USC Dornsife NEWS
2 Bridge Institute BUGS grads finish with Fulbright fellowships in hand
Students attribute Fulbright opportunities to study diabetes and cancer to research experience gained at the Bridge Institute at the USC Michelson Center for Convergent Bioscience.
Kylie Burdsall wanted to help patients with diabetes monitor when to take their medications to keep their blood sugar levels under control.
Dillon McKinley as a child often feared that he would develop cancer, and now he studies the disease.
Both students were undergraduate researchers through the Bridge Undergraduate Science Program (BUGS for short), run by the Bridge Institute at the USC Michelson Center for Convergent Bioscience. Throughout the program, they worked closely with faculty members at the Bridge Institute and the USC Dornsife College of Letters, Arts and Sciences to make a difference for patients.
And now both are graduating from USC, magna cum laude, and each with a Fulbright research fellowship that begins this fall.
Diabetes research
For Burdsall, the Fulbright fellowship has rewarded her for years of undergraduate work on diabetes research through the BUGS program and, more recently, working with USC Dornsife chemist Raymond Stevens, Provost Professor of Biological Sciences, Chemistry, Neurology, Physiology and Biophysics and Chemical Engineering and Materials Science and Bridge Institute director.
Burdsall added that her interest in studying diabetes has been driven by the fact that her older brother, Collin Burdsall, has lived with type 1 diabetes ever since they were little and growing up in San Jose, California.
“Kids especially have trouble adhering to their medication,” she said.
When she wasn’t studying or volunteering, Burdsall, 22, worked hard on a diabetes project with Children’s Hospital Los Angeles researchers, developing a smartphone app for diabetes patients. With the app, children 10 and up with type 2 diabetes can play a game to demonstrate their knowledge about healthful eating and blood-sugar monitoring.
“You build your own plate,” Burdsall said, “and then when you click ‘done,’ the app tells you all the nutritional information about the meal. Based on your plate, you will be told whether to eat more or less glucose.”
Burdsall said she and the team have not settled on a name for the app yet, and a few kinks are still being worked out.
She said it may be ready for preteens and teens to use sometime in the next few months. CHLA, where she also volunteered in the endocrinology department, is expected to test the app soon.
Burdsall has been working lately with the Stevens lab as part of an international coalition to create a detailed 3D model of the pancreatic beta cell. The scientists in the coalition believe that a comprehensive map of the cell is key for understanding diabetes. They hope to use the model to come up with new, targeted drug therapies for the disease.
For her Fulbright U.S. Student Program this fall, Burdsall will work on a diabetes vaccine project at the Karolinska Institute in Stockholm, Sweden, under the guidance of diabetes researcher Malin Flodström-Tullberg.
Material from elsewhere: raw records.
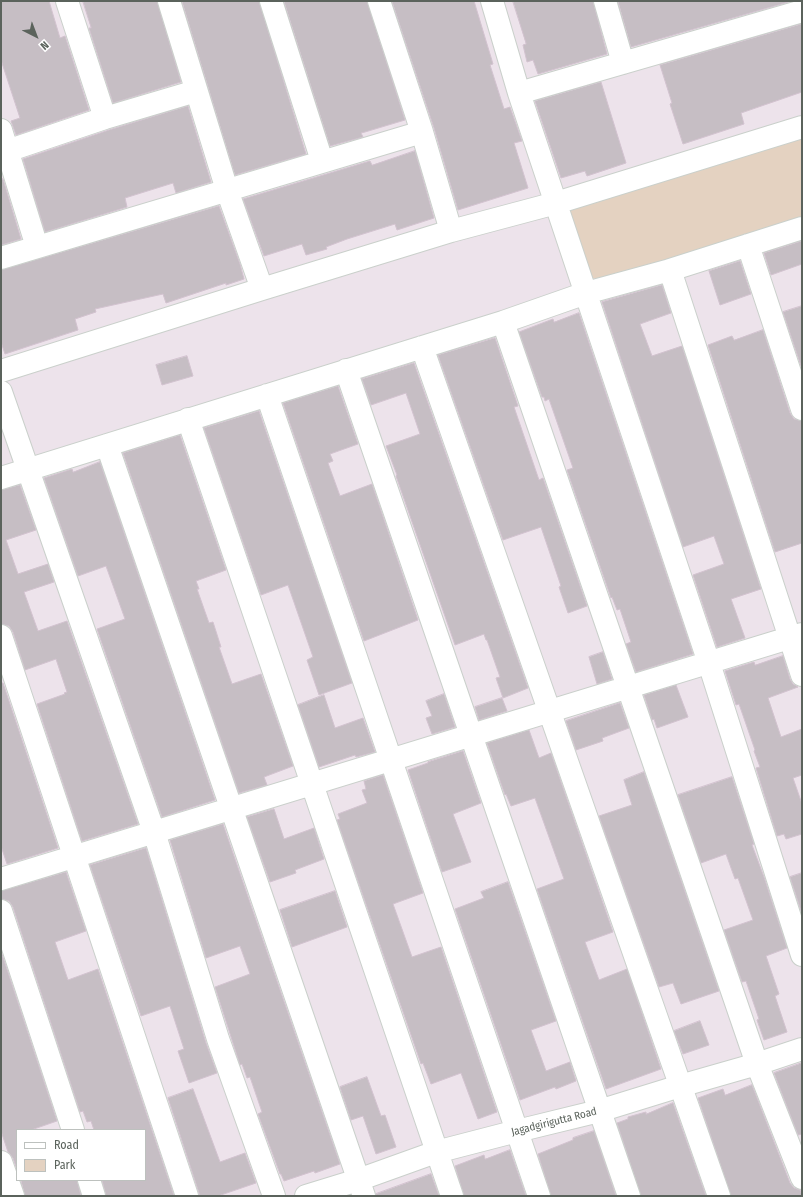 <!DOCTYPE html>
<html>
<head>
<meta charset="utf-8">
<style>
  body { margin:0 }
  #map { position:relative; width:803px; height:1197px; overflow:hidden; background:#ede3eb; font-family:"Fira Sans Condensed",sans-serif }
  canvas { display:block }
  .frame { position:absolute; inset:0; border:2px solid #5b635c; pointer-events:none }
  .legend { position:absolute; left:16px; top:1129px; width:130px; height:52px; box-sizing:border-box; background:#fff; border:1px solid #bdc1be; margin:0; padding:5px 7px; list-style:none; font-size:12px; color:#5b635c }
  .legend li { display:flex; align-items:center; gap:8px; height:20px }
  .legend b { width:20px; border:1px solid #bdc1be }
  .north { position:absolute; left:16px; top:16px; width:40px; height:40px; -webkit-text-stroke:3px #fff; paint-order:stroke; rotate:138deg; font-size:11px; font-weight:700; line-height:16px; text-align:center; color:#5b635c }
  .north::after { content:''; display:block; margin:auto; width:14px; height:18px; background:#5b635c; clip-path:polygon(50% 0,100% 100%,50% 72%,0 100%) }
</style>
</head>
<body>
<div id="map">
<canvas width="803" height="1197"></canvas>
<div class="frame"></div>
<ul class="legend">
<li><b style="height:5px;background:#fff"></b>Road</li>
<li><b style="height:11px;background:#e4d2c1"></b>Park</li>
</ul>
<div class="north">N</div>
</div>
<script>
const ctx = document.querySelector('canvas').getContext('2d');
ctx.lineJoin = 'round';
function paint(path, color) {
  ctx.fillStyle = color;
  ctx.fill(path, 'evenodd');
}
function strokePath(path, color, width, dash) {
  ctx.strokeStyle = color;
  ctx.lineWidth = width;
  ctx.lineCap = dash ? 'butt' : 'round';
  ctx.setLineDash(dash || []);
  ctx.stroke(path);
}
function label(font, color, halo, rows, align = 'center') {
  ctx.font = font + ' "Fira Sans Condensed",sans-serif';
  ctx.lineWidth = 3;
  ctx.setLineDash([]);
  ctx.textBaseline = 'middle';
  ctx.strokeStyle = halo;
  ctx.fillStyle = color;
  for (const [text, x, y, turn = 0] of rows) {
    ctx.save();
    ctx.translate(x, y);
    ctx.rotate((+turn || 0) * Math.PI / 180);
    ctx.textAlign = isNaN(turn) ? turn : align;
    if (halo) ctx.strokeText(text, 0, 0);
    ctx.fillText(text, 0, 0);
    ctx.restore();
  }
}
const green = new Path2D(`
  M802 137V222L605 283 586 275 563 209Z`);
const building = new Path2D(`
  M1 1H49L60 38 65 36 89 110 16 135 11 121 20 118 1 60Z
  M83 1H157L181 82 113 103 89 28H91Z
  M182 1H259L306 154 235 175Z
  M284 1H367L405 120 365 132 361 133 363 137 330 146Z
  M392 1H474L493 64 490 65 504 109 510 107 522 141 514 143 528 188 458 210 434 128Z
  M513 1H593L607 54 538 74 533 60 527 62 523 45 526 44Z
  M618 1H792L631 47Z
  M802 24V92L741 113 744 124 683 144 670 104 672 103 660 65Z
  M601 82 626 163 587 176 585 171 561 178 535 101Z
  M188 106 211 182 176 193 173 183 125 198 127 207 45 232 23 159 109 130Z
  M415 151 434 218 397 230 395 224 347 239 326 247 327 249 306 255 302 244 264 256 243 199 370 161 372 165Z
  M3 179 21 239 1 245V180Z
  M219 206 240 264 244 279 226 285V283L166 303 163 294 95 309 96 312 75 319 78 330 5 354 1 342V270Z
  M802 241V264L771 275 764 253Z
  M740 261 751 294 720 305 709 271Z
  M662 285 671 313 640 324 652 356 682 346 761 589 731 599 745 638 717 647 693 575 724 564 714 536 683 547 602 302Z
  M802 306V369L783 312Z
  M579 313 693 654 636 672 626 644 631 642 620 609 617 610 612 597 611 598 567 470 573 468 549 399 545 401 544 397H542L519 332 553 319 554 322Z
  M763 330 790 413 794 419 802 421V543L775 552 708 345 732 336 734 340Z
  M495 338 518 406 514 407 539 480 543 478 587 606 568 613 559 587 561 586 541 527 503 540 438 355Z
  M187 356 193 376 162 385 156 365Z
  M414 363 528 688 503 698 496 678 500 677 487 640H486L484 634 455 645 396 476 397 475 386 446 420 434 406 393 371 405 362 379Z
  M338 386 358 444 330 454 333 461 328 463 340 496 372 484 418 620 364 641 283 403Z
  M259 411 352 683 319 695 307 660 313 657 288 585 261 595 204 428Z
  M180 435 226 570 196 581 199 589H197L209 623 213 622 221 647H219L232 684 261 674 293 766 264 777 267 785 239 793 123 453Z
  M100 462 215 800 162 817 97 629 125 619 106 566 78 576 44 478 72 469 73 472Z
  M20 485 36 530 6 540 18 574 48 564 54 582 24 592 38 631 67 621 138 824 82 841 37 704 65 694 64 693 67 692 56 659 25 670 13 632 9 626 1 624V490Z
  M603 652 612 679 597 684 589 657Z
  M783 656 790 679 793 684 798 687 768 698 781 737 802 729V775L793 778 802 804V834L786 839 784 834 777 836 756 768 760 767 754 751 755 750 739 704 736 705 725 671 754 662 755 665Z
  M1 683H3L58 848 7 864 1 846Z
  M676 685 688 717 657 728 654 719 652 720 644 695Z
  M444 694 455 727 432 734 426 718 432 716 426 701Z
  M324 695 335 728 363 718 375 752 356 757 355 755 319 767 298 705Z
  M502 698 507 711 479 720 475 707Z
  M620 703 629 728 602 738 603 741 576 750 566 721Z
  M529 730 539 758 551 753 613 932 585 942 599 980 627 969 661 1069 606 1089 537 889 564 879 535 798 511 806 506 794 505 795 487 743Z
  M463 751 481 803 453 814 471 862 442 872 408 770 428 763V762Z
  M644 772 719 991 681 1004 673 983 659 987 599 816 632 805 624 780Z
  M383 775 423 893 393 904 412 957 441 947 497 1112 478 1119 461 1073 431 1084 423 1063 421 1064 337 820 340 819 338 814 367 803 362 790 366 789 364 781Z
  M732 777 754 844 752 845 764 877 787 948 766 956 779 994 775 996 787 1032 764 1040 757 1020 759 1019 746 981 742 982 724 930 753 920 738 878 735 879 726 854 701 863 678 795Z
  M274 809 284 839 314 828 324 859 295 870 296 873 270 882 247 817Z
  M223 824 340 1164 315 1173 314 1171 284 1181 281 1174H280L258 1114 262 1112 250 1077 247 1078 242 1064 240 1065 215 987 250 974 240 946 206 958 170 840Z
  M146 848 206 1043 217 1073 189 1083 178 1051 184 1049 170 1006 141 1016 90 865Z
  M66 872 86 931 55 942 68 980 98 969 174 1196H106L102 1180H145V1130H94L91 1121 87 1122 83 1111 80 1112 13 907 9 901 1 899V891Z
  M802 873V914L790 877Z
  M508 882 556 1021 531 1030 546 1071 570 1062 576 1081 556 1089 555 1087 520 1100 455 909 484 898 481 892Z
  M335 891 347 927 292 947 280 910Z
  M1 951 57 1121 31 1130H17V1170L13 1158 8 1152 1 1131Z
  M700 1021 709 1045 683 1054 674 1031Z
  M802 1063V1134L798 1135 774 1073Z
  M367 1077 381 1116 385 1115 396 1147 376 1154 363 1116 351 1120 340 1087Z
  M752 1085 790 1183 794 1188 800 1190 802 1196H731L698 1098 723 1089 725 1095Z
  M193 1089 220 1162 245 1153 256 1183 218 1196H200L168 1098Z
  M673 1103 706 1196H641L617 1123 628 1119V1117L646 1112V1114Z
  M594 1131 616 1196H551L538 1154 573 1140V1138Z
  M510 1150 526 1196H464L455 1166 484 1155 485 1159Z
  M431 1174 439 1196H376V1194Z
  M21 1180H77L81 1196H25Z`);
const minor = new Path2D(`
  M67 1 105 118
  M169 1 227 190 262 289
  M271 1 322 161
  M379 1 422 132 451 231
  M492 1 519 93 709 663 802 955
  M605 1 623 63
  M519 93 802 11
  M1 130 37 247
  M7 151 105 118 196 91
  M748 245 802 409
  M1 258 422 132
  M670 270 802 675
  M503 322 757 1064 802 1178
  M422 347 719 1196
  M346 370 629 1196
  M1 371 262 289 451 231 556 203 802 127
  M1 392 154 832 218 1039 274 1196
  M267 395 539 1196
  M188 419 452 1196
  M107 445 364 1196
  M1 478 503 322 586 293 670 270 802 228
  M1 636 187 1196
  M1 879 802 634
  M1 911 73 1130
  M1 1162 13 1196
  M89 1180 94 1196
  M306 1196 358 1180 436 1152 517 1131 599 1111 680 1086 757 1064 802 1049`);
const streetNames = [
  ["Jagadgirigutta Road",554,1122,-14]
];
paint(green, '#e4d2c1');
paint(building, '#c6bec4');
strokePath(building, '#d2c2cf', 1);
strokePath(minor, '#cad0cb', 24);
strokePath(minor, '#fff', 22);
label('11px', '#5b635c', '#fff', streetNames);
</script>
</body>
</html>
She said she may even get to see the institute announce winners of the various Nobel prizes.
Burdsall may be headed for medical school after her fellowship ends in July 2020.
Cancer research
As a child, Dillon McKinley had some irrational fears about dying from various diseases — to the point that his family sent him to a psychiatrist.
“To outgrow that fear, I started channeling that into an interest in cancer research,” said McKinley, 21.
McKinley, of Brea, California, joined the BUGS program as a junior. By then, he had been working at the Convergent Science Initiative in Cancer lab run by Dean’s Professor of Biological Sciences Peter Kuhn at the USC Michelson Center for nearly two years as part of his lab’s Cancer Undergraduate Research Experience fellowship. He juggled his work at the lab with his studies and as a recruiting analyst with USC Football.
In Kuhn’s lab, McKinley worked on a project that tracked how breast cancer tumors grow, spread and become resistant to treatments. “My experience with the lab has provided me with more experience than any class has,” said McKinley, who credits his work there with his recent Fulbright fellowship.
This week, he transforms from a BUG to a biomedical engineer, as he receives his bachelor’s degree from USC Viterbi School of Engineering. In September, he will begin his Fulbright fellowship at Pilsen in the Czech Republic, working in a tumor biology laboratory at Charles University. He will help the lab adopt the tumor tracking techniques he learned in Kuhn’s lab and apply it to colorectal cancer.
“Cancer is just a huge problem today. I see it as a very good challenge to tackle,” said McKinley.
By the time his Fulbright fellowship wraps up in June 2020, he hopes to know which medical school he will attend.